The Rearview Mirror Problem for CTI and Security AI

Looking Backward While Threats Move Forward

Security leaders are under pressure to deploy AI and Machine Learning capabilities into their environments, and the promise is real: autonomous systems that investigate alerts, hunt threats, and respond at machine speed. But beneath the momentum lies a foundational question most organizations haven’t asked themselves: what intelligence model is producing the data we are actually grounding these systems on?

For the majority of security teams, the answer is Cyber Threat Intelligence — largely produced by commercial feeds, ISAC sharing, STIX/TAXII pipelines, alert data, and enriched IOC databases. It’s what many of their SIEMs were built around, so it becomes the default data diet for their agentic AI systems as well. The problem with this is that CTI was never designed to serve as the foundational layer for developing datasets that support autonomous AI learning and reasoning. Rather, it was designed for human analysts as consumers, who can now work with known threat patterns.
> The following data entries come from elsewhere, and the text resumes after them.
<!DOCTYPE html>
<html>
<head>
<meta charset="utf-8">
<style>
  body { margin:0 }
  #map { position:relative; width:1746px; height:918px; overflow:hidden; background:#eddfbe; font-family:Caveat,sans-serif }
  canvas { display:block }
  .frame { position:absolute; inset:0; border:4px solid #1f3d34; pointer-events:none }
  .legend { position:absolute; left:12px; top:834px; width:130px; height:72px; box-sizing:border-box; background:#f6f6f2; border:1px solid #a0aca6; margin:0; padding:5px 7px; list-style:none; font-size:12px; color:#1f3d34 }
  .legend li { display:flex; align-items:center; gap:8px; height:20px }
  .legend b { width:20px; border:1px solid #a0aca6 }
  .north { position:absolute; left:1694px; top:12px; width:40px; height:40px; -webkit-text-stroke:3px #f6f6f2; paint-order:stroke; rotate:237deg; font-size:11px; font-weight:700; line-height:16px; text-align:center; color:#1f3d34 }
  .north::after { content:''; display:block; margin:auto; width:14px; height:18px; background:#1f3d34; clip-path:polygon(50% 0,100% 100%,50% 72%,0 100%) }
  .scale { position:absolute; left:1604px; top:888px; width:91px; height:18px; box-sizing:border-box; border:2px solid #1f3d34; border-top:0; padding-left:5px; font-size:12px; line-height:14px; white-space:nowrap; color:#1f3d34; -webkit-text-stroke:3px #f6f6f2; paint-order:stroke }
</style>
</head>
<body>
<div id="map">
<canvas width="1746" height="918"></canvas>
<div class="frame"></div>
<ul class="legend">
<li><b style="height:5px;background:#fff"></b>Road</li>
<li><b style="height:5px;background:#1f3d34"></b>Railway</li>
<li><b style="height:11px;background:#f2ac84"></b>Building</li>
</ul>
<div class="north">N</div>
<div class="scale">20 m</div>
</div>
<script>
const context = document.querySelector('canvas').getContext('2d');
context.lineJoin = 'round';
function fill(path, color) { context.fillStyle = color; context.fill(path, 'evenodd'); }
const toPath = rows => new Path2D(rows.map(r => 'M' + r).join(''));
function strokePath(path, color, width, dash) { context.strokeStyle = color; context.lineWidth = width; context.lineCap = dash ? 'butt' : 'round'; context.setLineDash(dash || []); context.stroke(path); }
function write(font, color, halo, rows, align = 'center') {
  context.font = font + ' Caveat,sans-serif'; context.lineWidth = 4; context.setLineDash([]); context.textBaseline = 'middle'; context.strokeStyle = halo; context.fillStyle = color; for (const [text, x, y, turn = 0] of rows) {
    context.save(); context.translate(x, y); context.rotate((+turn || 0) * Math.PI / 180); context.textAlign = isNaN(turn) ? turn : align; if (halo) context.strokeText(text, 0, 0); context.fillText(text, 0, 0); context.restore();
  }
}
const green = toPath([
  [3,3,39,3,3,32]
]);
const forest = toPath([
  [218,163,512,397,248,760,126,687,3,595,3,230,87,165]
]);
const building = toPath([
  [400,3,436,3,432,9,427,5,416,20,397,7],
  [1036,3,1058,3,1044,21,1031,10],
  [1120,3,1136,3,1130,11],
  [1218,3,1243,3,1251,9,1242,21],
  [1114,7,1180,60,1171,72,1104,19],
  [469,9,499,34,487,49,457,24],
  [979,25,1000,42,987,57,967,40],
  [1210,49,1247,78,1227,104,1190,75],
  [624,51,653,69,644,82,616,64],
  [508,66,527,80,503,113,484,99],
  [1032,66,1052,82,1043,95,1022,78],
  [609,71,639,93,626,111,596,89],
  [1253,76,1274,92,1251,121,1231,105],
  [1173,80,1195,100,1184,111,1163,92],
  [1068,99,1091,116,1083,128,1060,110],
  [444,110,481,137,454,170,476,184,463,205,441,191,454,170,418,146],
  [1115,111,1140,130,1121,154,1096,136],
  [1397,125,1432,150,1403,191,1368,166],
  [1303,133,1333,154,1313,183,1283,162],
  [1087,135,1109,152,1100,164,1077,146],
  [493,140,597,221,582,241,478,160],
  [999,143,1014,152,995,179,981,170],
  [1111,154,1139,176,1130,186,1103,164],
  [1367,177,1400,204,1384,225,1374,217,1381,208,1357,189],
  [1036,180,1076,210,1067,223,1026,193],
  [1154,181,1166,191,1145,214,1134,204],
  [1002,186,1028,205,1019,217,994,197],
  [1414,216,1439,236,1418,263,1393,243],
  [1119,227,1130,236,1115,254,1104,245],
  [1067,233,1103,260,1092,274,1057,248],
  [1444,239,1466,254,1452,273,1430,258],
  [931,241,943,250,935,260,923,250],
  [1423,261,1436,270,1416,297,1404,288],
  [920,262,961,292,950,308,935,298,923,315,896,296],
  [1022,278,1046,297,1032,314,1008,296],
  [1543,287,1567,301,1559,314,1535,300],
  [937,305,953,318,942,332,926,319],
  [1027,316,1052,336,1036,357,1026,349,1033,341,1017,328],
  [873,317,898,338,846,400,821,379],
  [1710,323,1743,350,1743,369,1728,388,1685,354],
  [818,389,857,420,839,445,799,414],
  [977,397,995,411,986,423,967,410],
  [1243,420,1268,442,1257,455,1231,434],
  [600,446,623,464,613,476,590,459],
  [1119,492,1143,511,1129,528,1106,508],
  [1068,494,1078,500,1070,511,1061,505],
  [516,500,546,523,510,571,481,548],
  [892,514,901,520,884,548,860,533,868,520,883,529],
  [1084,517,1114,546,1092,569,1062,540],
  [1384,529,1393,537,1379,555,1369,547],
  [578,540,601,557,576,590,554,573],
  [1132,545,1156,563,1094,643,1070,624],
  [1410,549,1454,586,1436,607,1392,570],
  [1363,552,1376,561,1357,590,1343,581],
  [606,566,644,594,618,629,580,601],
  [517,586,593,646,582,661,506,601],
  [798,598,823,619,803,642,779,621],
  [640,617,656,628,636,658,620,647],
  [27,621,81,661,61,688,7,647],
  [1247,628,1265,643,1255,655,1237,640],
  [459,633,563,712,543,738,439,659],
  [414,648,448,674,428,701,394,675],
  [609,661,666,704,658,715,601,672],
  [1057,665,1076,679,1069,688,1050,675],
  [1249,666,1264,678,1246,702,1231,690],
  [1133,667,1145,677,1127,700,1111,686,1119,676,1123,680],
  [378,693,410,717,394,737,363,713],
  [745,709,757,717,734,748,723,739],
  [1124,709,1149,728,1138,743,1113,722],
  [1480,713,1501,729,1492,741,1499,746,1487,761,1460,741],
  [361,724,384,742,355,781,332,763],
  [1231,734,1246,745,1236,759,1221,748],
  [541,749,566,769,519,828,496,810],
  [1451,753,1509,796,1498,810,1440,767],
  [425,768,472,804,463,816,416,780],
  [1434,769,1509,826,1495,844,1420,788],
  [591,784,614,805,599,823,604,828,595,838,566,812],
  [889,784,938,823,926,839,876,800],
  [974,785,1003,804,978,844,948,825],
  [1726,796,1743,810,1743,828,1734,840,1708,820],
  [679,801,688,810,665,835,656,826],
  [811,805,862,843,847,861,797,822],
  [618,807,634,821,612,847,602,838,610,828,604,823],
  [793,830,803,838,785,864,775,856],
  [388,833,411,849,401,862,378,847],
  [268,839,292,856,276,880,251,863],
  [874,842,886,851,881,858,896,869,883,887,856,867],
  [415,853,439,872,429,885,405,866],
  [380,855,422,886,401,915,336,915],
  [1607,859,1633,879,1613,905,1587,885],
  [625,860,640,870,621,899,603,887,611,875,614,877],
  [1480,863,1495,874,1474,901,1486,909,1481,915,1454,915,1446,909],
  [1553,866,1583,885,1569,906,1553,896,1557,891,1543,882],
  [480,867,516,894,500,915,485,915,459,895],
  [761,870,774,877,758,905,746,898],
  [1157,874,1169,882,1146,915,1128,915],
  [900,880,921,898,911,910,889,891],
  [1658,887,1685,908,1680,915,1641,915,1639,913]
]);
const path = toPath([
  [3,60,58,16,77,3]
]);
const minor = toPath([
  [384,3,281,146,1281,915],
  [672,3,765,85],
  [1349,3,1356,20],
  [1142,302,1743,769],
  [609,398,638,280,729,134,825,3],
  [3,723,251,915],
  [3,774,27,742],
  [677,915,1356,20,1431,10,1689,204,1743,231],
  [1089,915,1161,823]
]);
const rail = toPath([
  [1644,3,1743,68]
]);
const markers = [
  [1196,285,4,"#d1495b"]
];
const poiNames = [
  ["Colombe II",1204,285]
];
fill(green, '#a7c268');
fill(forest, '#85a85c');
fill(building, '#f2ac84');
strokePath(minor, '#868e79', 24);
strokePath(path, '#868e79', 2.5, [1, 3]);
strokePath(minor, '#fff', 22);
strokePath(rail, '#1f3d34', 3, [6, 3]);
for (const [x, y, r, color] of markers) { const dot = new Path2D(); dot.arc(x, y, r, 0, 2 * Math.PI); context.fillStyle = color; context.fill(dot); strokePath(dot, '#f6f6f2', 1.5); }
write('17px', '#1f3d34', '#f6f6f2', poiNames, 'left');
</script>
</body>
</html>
Inheriting it uncritically as the substrate for agentic AI produces systems that are fast and semi-scalable, but structurally blind in ways organizations may not understand until something goes wrong.
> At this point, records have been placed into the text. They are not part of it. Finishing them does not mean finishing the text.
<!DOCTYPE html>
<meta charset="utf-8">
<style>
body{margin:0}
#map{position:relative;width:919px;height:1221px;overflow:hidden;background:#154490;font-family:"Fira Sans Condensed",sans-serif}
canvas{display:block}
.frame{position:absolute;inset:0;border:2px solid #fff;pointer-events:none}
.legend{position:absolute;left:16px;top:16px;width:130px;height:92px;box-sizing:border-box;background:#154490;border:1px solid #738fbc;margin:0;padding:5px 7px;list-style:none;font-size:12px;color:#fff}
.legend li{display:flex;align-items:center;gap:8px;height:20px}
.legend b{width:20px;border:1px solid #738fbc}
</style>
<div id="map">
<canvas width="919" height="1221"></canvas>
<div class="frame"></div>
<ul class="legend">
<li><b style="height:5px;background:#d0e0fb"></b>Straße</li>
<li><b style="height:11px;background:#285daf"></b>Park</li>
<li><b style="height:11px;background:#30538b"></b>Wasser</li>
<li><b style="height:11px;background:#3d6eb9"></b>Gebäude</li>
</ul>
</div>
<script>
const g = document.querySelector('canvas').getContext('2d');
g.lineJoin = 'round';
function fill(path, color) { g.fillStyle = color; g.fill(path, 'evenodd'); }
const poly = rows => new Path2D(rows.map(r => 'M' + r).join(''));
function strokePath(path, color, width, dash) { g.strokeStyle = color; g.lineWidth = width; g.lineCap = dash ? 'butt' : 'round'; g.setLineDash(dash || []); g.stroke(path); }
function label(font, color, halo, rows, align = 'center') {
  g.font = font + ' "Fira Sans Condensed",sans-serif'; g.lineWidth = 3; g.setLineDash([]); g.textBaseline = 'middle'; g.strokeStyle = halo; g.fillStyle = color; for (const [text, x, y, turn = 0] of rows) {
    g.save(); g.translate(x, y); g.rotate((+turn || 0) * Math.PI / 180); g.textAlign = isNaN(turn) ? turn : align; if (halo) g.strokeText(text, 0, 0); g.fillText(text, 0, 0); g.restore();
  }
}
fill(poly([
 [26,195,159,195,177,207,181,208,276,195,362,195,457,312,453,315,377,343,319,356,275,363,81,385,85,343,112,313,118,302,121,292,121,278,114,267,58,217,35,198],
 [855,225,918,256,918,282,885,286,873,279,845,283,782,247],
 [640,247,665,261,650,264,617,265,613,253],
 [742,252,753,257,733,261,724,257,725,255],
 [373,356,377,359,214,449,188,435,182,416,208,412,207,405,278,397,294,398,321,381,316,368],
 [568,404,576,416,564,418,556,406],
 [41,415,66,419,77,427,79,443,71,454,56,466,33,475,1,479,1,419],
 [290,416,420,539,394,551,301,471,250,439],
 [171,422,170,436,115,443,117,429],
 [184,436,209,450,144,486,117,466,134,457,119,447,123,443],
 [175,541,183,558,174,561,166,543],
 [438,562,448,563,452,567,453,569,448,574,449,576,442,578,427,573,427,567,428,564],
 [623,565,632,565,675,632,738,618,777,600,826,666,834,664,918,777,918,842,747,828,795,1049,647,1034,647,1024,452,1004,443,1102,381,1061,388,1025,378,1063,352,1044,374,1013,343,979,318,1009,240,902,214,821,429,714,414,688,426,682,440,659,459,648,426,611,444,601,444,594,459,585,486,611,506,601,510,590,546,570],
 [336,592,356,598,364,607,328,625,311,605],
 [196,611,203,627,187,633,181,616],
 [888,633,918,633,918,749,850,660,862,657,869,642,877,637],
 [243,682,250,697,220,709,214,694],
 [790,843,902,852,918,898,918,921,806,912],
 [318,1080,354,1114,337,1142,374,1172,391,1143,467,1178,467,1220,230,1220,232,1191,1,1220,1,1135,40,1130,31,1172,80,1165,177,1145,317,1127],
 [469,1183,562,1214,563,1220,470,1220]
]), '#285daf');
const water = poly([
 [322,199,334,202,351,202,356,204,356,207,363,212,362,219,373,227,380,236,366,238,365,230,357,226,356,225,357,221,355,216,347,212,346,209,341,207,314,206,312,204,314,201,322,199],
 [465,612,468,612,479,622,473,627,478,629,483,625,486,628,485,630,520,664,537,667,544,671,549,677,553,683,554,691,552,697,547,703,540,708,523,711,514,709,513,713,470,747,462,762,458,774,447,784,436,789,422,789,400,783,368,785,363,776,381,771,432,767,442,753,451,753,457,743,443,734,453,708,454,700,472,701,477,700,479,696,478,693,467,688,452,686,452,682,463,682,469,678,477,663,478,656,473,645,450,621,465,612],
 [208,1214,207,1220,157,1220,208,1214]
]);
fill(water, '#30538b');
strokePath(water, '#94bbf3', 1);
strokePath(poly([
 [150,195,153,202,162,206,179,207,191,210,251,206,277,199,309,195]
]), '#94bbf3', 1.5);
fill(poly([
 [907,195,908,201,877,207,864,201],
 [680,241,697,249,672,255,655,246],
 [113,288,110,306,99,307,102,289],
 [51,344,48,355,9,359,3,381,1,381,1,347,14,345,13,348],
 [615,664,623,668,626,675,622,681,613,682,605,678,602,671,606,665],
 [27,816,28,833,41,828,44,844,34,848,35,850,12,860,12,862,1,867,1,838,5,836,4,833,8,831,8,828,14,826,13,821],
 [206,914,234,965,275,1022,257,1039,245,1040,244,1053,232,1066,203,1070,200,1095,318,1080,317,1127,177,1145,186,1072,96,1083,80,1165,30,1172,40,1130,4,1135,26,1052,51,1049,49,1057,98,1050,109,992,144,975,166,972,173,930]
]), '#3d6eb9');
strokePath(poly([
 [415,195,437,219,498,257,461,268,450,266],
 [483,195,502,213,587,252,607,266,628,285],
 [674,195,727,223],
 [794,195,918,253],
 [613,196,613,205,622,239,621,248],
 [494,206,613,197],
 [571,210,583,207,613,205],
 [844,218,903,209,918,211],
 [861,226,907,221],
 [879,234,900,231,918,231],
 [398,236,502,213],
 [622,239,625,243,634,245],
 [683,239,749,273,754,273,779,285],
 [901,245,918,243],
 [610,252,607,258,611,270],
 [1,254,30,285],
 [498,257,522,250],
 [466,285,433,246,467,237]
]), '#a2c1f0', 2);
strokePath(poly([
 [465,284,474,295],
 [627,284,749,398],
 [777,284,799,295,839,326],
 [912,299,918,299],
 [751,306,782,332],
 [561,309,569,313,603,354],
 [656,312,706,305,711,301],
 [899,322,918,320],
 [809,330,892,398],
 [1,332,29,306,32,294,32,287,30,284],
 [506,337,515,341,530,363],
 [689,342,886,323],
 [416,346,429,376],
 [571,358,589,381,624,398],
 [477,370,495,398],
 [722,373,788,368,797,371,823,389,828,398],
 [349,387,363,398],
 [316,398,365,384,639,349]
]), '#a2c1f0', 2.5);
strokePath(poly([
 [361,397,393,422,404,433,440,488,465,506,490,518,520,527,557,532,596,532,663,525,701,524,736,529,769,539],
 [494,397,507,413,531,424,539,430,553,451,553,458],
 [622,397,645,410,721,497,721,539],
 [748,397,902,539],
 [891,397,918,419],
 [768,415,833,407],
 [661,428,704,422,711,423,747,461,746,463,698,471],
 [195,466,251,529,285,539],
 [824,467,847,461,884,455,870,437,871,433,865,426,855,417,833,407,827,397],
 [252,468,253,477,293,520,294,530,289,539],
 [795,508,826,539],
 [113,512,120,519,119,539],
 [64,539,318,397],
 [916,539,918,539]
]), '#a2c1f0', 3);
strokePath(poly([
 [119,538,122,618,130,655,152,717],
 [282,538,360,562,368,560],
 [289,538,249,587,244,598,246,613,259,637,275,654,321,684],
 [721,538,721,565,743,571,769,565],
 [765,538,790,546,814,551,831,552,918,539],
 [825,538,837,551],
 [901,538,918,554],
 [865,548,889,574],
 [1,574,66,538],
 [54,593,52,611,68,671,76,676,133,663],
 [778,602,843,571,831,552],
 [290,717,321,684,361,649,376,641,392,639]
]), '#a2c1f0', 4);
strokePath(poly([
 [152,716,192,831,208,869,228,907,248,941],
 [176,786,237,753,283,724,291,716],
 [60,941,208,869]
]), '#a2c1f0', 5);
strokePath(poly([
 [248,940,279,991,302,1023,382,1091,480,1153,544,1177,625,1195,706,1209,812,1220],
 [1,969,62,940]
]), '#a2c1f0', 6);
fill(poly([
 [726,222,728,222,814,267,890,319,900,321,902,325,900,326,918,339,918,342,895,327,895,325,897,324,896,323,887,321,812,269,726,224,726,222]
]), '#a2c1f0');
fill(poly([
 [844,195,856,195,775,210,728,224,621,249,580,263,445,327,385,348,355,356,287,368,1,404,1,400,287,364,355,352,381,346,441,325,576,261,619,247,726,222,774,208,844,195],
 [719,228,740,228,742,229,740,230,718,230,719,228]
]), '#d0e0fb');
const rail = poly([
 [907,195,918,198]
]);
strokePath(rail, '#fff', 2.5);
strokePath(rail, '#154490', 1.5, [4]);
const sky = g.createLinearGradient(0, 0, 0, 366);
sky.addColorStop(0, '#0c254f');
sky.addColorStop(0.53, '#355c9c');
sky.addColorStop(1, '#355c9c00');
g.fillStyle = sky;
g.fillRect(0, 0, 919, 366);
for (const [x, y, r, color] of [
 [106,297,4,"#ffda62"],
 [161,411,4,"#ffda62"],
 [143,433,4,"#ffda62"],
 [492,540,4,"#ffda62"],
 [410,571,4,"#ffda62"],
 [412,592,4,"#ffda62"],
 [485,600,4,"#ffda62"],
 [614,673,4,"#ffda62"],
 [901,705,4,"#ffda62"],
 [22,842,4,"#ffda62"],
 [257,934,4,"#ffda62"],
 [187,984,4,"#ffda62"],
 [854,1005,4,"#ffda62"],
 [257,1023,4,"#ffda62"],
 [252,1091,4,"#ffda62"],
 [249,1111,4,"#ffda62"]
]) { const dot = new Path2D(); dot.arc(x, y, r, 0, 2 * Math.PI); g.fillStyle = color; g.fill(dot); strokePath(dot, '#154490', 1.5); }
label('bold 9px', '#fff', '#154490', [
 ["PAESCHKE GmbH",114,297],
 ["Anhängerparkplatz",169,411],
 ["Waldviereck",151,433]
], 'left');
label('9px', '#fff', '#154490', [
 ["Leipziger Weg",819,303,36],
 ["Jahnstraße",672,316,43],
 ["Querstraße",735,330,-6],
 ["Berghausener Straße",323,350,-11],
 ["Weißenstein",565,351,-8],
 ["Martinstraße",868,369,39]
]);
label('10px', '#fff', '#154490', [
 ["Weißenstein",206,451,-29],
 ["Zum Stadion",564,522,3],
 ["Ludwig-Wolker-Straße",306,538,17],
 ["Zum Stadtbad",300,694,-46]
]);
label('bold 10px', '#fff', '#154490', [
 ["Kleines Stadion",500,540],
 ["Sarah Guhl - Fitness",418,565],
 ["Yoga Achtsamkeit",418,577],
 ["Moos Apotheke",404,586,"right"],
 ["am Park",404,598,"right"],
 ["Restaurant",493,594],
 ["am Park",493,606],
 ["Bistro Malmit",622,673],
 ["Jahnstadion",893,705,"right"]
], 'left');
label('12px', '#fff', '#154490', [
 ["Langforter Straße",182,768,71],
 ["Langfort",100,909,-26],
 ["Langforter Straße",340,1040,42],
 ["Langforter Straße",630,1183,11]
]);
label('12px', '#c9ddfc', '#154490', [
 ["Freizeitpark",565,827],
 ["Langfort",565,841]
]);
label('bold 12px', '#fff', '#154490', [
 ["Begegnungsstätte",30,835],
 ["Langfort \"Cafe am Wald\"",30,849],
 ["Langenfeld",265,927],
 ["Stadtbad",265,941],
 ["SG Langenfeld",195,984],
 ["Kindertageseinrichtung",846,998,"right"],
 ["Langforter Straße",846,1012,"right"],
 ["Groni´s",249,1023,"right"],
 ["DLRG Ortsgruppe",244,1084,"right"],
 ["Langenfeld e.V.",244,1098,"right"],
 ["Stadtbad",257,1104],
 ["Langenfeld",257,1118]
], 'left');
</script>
By contrast, Internet Intelligence offers a different foundation, built not on the record of past threats, but on continuous, comprehensive observation of internet traffic and behaviors as it exists and changes in real-time. The difference between these two foundations is not a matter of degree. It is a matter of kind, which we’ll break down and discuss in this blog post.

CTI Is Largely a Forensic Discipline — and That’s a Problem for Agentic AI Systems.

As a disclaimer: I have the utmost respect for my friends and colleagues working in Cyber Threat Intelligence (CTI). It’s an incredible discipline and the live knowledge base its analysts are required to maintain mentally proved itself as the cornerstone of many of the structured and unstructured threat hunts, purple team and security engineering engagements I have been a part of over the years. There is no replacing these professionals, and thus this article does not seek to downplay their importance to the cybersecurity ecosystem, but rather highlight some issues with relying on their output to create Agentic AI datasets.

At a high level, CTI is generated from either confirmed threat activity or by maintaining some presence within areas of known activity. Malware is often captured and reverse-engineered. A phishing campaign is detected and its infrastructure identified and documented. A breach concludes and its findings are codified into indicators and TTPs ultimately resulting in attack attribution. Few can argue that this is not valuable analytical work — but all of it begins with a confirmed event, and by the time it is analyzed, is often already in recent history.

This forensic character produces structural limitations that compound significantly when CTI becomes AI training data.

The confirmed-event ceiling. CTI can only contain what has been observed and eventually attributed. Every threat actor without a detected campaign, every piece of infrastructure not yet used maliciously, every novel technique not yet documented — none of these exist in CTI knowledge bases because the target volume is simply too high. A human analyst knows this and compensates, hence their job security in a “put AI in everything” job economy. However, an AI system trained on CTI doesn’t know what it doesn’t know, and has no mechanism to reason about it.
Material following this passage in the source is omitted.